Directions for this task = Where does the string "lineWidth" appear in the listing below? Copy every line where it does.

Recorded data =
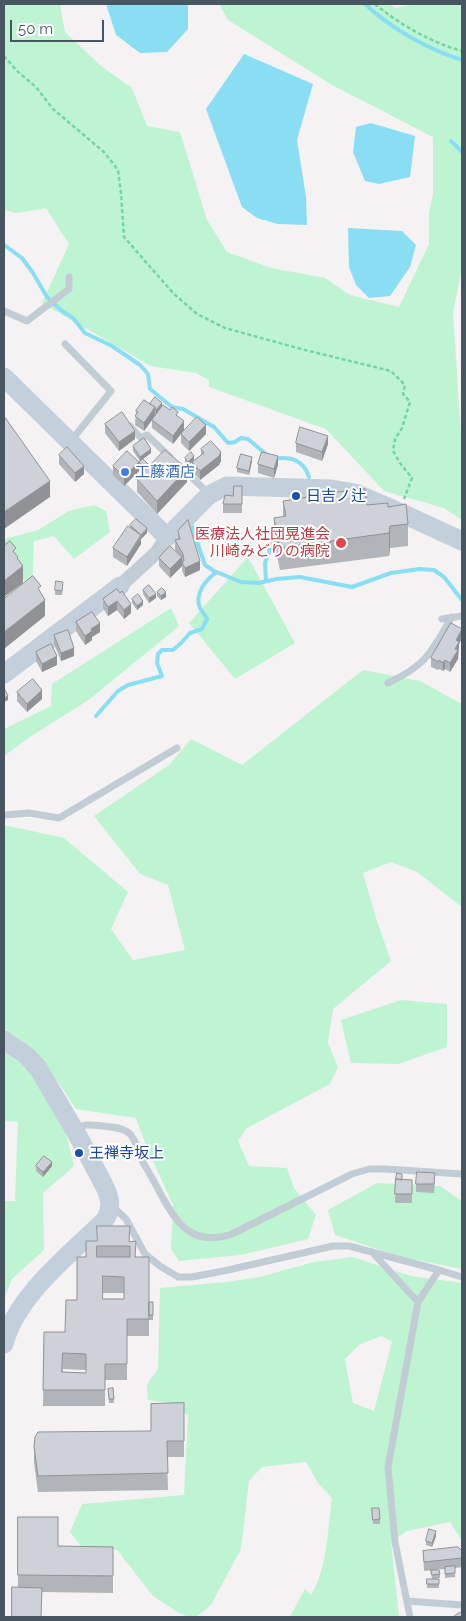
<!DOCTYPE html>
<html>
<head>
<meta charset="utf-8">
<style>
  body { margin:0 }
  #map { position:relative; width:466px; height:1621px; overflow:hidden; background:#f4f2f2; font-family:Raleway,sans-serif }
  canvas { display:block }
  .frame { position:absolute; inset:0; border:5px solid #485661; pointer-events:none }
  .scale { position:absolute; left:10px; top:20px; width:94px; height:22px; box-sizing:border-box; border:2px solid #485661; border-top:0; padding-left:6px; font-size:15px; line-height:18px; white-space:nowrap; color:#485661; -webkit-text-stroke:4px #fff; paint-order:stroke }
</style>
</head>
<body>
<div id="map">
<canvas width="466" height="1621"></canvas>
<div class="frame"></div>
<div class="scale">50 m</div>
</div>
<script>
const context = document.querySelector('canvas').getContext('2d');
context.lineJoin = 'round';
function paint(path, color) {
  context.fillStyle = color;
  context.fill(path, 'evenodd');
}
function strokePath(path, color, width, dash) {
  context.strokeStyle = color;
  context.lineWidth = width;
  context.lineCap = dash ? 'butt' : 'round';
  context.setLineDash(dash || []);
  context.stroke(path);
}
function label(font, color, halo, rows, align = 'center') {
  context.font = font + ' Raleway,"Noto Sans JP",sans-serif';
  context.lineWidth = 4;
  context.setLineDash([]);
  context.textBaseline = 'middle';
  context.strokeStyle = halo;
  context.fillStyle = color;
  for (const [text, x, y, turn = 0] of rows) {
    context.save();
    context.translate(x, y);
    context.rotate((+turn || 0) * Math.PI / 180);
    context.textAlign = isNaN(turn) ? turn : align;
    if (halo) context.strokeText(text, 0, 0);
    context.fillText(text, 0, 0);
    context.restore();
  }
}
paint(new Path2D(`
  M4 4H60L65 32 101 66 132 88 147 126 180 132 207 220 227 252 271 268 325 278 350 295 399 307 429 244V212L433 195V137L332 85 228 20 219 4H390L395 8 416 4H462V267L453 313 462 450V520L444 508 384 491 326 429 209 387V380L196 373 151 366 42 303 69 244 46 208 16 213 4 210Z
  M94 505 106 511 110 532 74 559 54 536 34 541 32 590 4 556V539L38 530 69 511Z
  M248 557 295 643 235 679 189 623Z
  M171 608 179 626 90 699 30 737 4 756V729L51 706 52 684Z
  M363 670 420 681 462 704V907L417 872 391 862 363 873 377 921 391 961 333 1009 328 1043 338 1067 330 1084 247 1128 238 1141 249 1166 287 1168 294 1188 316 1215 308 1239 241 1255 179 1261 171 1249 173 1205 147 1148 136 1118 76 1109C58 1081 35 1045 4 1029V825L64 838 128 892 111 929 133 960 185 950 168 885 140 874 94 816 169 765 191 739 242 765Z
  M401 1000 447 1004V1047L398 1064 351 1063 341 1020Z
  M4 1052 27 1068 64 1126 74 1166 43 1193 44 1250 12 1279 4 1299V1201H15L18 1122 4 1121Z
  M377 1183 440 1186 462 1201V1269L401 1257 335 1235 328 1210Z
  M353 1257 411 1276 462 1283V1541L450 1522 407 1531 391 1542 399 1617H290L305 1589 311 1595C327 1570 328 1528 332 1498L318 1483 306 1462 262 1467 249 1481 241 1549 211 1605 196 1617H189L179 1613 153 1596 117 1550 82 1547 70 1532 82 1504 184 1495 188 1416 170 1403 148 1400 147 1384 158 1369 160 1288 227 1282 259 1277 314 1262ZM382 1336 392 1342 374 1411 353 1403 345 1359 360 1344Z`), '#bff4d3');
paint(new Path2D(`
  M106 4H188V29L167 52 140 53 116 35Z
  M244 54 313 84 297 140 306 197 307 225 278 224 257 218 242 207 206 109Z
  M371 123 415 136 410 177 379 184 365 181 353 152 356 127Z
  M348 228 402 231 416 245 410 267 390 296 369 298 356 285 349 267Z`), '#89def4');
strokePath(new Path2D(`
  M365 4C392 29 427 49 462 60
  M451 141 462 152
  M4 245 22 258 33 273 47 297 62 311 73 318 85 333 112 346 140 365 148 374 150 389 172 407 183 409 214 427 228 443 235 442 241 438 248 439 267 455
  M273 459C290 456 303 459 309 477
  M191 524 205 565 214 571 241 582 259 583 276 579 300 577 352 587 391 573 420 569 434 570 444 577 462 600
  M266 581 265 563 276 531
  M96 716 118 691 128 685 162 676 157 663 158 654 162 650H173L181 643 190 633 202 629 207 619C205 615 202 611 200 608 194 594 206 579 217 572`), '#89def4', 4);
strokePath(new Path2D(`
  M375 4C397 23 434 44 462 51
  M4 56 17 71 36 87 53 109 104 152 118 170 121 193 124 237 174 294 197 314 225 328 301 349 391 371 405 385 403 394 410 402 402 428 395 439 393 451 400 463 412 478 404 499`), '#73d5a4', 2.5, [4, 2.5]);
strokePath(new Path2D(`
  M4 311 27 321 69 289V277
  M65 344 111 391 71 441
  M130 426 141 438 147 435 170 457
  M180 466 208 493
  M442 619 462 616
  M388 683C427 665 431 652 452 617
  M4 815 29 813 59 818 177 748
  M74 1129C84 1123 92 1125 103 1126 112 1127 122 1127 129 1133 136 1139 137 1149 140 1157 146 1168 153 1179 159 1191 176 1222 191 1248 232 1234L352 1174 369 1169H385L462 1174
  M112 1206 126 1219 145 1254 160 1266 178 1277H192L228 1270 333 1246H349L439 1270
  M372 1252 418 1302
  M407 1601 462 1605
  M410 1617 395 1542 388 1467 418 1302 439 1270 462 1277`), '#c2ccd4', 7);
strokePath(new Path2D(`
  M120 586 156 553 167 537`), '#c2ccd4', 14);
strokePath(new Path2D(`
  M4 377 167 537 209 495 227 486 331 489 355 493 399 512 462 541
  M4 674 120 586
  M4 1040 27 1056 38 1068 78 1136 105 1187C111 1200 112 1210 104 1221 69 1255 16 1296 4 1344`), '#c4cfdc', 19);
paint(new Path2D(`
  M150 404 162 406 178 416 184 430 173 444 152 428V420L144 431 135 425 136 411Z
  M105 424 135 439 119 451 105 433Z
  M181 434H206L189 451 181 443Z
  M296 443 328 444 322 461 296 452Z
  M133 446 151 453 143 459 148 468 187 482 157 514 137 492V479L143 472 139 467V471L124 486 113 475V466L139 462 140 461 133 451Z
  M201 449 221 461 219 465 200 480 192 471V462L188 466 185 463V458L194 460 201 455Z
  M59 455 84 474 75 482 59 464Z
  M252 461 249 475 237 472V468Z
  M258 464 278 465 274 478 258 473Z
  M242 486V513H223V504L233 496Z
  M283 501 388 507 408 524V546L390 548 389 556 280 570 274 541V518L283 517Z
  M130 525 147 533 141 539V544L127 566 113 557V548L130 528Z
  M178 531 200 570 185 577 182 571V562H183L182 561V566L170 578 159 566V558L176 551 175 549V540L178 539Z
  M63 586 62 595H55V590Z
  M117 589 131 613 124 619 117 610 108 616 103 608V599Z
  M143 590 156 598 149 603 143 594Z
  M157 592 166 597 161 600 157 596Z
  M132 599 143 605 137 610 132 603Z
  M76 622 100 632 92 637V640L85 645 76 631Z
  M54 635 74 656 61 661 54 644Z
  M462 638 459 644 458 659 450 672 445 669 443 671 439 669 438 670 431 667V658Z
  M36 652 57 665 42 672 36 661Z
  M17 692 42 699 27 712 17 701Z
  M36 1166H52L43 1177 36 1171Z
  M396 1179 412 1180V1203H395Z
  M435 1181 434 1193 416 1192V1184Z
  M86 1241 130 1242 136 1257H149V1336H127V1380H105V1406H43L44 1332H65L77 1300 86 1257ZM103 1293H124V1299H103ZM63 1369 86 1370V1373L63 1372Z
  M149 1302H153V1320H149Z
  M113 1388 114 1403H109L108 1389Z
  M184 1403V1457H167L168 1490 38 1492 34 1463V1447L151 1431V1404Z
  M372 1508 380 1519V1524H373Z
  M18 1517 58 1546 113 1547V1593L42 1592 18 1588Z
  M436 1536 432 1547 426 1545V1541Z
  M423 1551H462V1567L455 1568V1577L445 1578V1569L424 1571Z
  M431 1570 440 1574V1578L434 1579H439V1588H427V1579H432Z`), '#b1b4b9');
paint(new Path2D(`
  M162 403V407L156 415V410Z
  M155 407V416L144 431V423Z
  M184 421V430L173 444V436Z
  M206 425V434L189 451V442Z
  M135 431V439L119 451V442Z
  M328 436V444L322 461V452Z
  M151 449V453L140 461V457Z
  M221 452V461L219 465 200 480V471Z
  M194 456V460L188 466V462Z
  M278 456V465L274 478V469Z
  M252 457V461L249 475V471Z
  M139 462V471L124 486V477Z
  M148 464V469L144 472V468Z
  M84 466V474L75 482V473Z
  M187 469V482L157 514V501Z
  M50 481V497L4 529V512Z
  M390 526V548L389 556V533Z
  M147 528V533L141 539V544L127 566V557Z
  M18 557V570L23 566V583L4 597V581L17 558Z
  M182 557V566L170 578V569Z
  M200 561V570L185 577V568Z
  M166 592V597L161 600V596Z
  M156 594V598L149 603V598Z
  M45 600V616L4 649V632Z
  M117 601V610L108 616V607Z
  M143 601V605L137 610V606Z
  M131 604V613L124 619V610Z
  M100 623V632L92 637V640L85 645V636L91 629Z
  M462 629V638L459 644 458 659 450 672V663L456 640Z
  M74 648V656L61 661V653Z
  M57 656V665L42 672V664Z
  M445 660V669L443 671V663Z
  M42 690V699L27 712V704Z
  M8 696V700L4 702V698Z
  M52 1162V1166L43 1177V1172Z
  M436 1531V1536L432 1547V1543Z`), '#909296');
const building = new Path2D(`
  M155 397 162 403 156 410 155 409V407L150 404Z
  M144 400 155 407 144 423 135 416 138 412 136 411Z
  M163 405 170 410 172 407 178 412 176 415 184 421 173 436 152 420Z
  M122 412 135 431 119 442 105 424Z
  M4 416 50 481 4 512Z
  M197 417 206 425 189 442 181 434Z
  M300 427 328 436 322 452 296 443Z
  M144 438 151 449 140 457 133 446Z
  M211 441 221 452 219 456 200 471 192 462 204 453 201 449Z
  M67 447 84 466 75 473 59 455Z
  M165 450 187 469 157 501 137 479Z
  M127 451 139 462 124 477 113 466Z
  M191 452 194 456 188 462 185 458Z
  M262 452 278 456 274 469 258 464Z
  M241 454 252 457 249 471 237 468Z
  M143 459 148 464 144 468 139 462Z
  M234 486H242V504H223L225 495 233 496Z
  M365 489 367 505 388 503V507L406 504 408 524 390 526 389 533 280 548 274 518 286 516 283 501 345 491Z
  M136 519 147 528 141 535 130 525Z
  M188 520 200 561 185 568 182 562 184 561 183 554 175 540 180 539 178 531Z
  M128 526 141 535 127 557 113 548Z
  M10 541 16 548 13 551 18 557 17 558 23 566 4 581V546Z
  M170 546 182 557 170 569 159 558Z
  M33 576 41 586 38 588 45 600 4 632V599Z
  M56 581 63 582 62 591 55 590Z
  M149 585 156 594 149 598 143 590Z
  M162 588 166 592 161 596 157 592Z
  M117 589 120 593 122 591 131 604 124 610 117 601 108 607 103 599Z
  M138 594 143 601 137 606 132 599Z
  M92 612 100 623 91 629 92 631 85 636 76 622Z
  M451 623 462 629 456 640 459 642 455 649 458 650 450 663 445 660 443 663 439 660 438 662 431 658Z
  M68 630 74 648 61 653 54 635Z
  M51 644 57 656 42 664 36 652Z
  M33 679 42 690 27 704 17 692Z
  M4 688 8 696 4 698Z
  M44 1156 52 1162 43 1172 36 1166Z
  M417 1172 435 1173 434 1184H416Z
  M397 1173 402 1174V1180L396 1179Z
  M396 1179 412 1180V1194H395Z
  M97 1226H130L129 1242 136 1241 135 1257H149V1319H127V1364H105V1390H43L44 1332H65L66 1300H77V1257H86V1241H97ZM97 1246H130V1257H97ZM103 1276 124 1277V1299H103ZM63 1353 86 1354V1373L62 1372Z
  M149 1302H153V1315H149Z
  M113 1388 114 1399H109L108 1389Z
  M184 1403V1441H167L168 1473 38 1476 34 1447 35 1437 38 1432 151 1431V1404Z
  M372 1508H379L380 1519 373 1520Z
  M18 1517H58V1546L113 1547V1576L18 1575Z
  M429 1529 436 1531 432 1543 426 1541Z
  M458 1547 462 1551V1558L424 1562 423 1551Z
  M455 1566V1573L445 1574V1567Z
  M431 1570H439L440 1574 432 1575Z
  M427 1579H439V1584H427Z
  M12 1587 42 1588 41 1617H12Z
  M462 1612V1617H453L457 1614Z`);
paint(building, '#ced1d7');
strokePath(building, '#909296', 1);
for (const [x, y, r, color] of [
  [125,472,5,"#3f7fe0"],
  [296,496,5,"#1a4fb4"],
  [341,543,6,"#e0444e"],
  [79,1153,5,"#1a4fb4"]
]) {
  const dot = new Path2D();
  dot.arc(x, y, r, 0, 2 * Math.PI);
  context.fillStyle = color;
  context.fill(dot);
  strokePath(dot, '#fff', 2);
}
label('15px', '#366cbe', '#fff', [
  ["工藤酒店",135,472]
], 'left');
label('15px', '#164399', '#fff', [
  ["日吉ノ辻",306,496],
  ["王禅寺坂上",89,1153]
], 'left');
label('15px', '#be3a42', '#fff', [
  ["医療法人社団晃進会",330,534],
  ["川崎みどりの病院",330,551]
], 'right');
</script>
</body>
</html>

Your response =
  context.lineWidth = width;
  context.lineWidth = 4;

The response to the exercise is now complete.